Start of Block

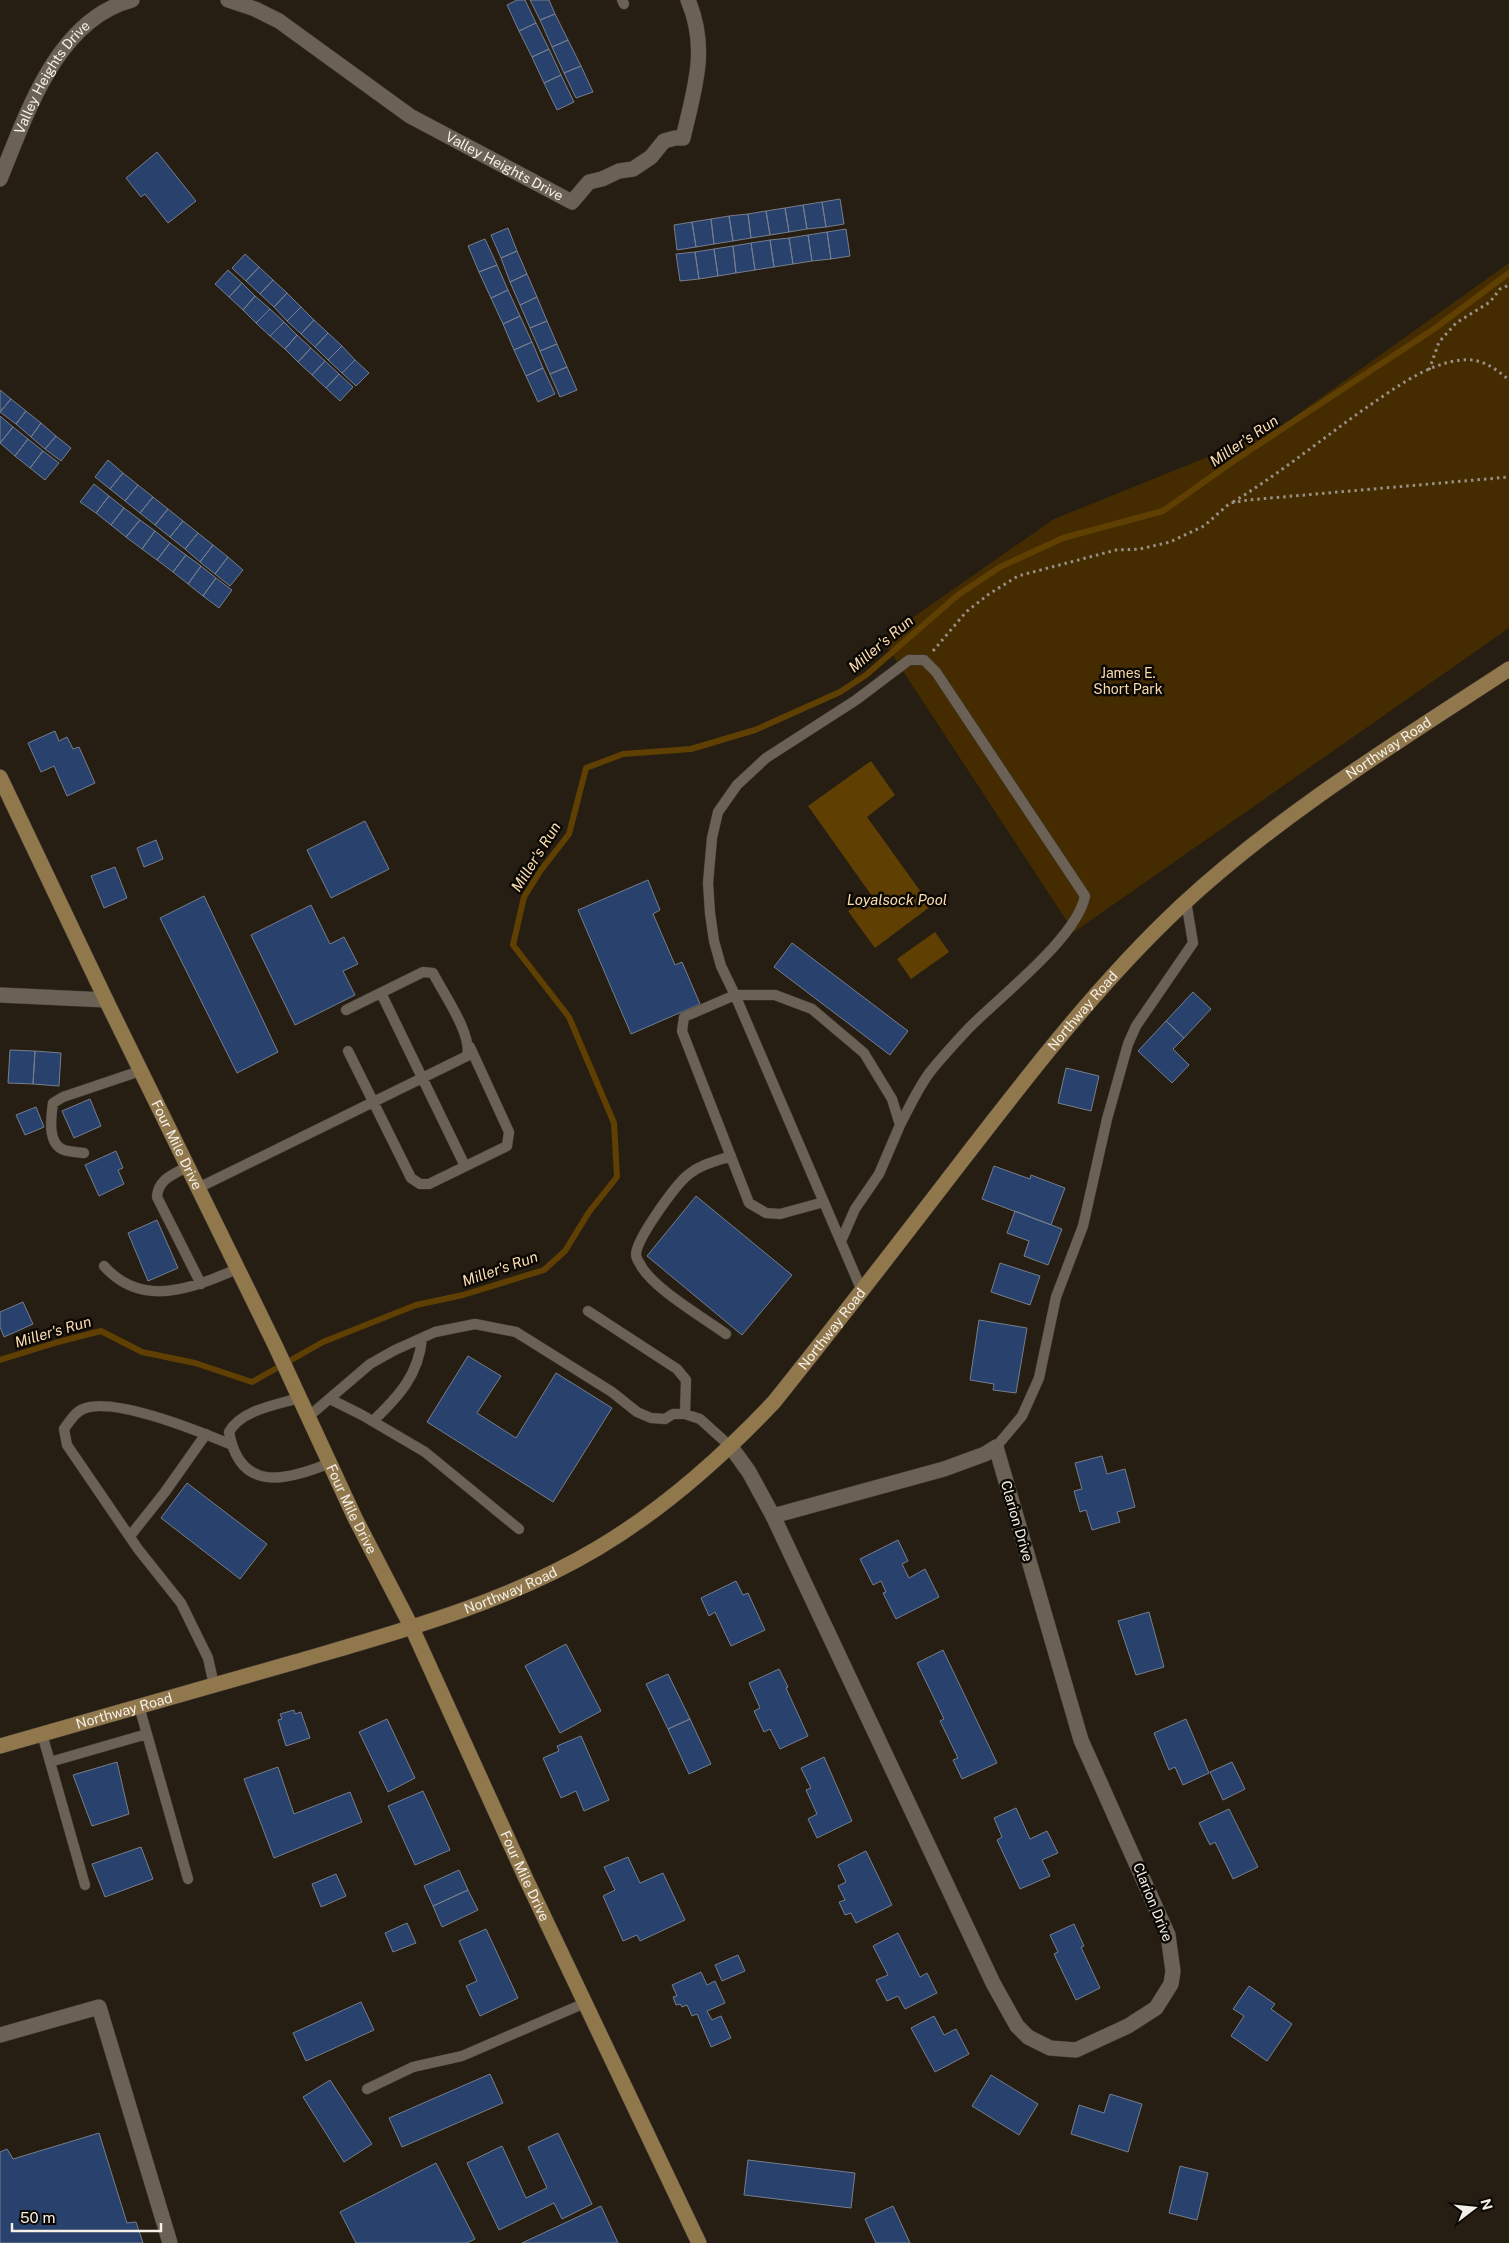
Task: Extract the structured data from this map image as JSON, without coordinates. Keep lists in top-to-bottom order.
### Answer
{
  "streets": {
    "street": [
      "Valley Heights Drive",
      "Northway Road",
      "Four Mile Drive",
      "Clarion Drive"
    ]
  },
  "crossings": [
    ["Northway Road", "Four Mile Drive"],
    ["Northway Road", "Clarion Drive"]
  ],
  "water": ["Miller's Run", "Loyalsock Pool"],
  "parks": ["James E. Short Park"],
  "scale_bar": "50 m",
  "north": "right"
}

End of Block

Work task = Every record above, copied exactly and without a single picture, makes up the answer.

Your response =
Task: Extract the structured data from this map image as JSON, without coordinates. Keep lists in top-to-bottom order.
### Answer
{
  "streets": {
    "street": [
      "Valley Heights Drive",
      "Northway Road",
      "Four Mile Drive",
      "Clarion Drive"
    ]
  },
  "crossings": [
    ["Northway Road", "Four Mile Drive"],
    ["Northway Road", "Clarion Drive"]
  ],
  "water": ["Miller's Run", "Loyalsock Pool"],
  "parks": ["James E. Short Park"],
  "scale_bar": "50 m",
  "north": "right"
}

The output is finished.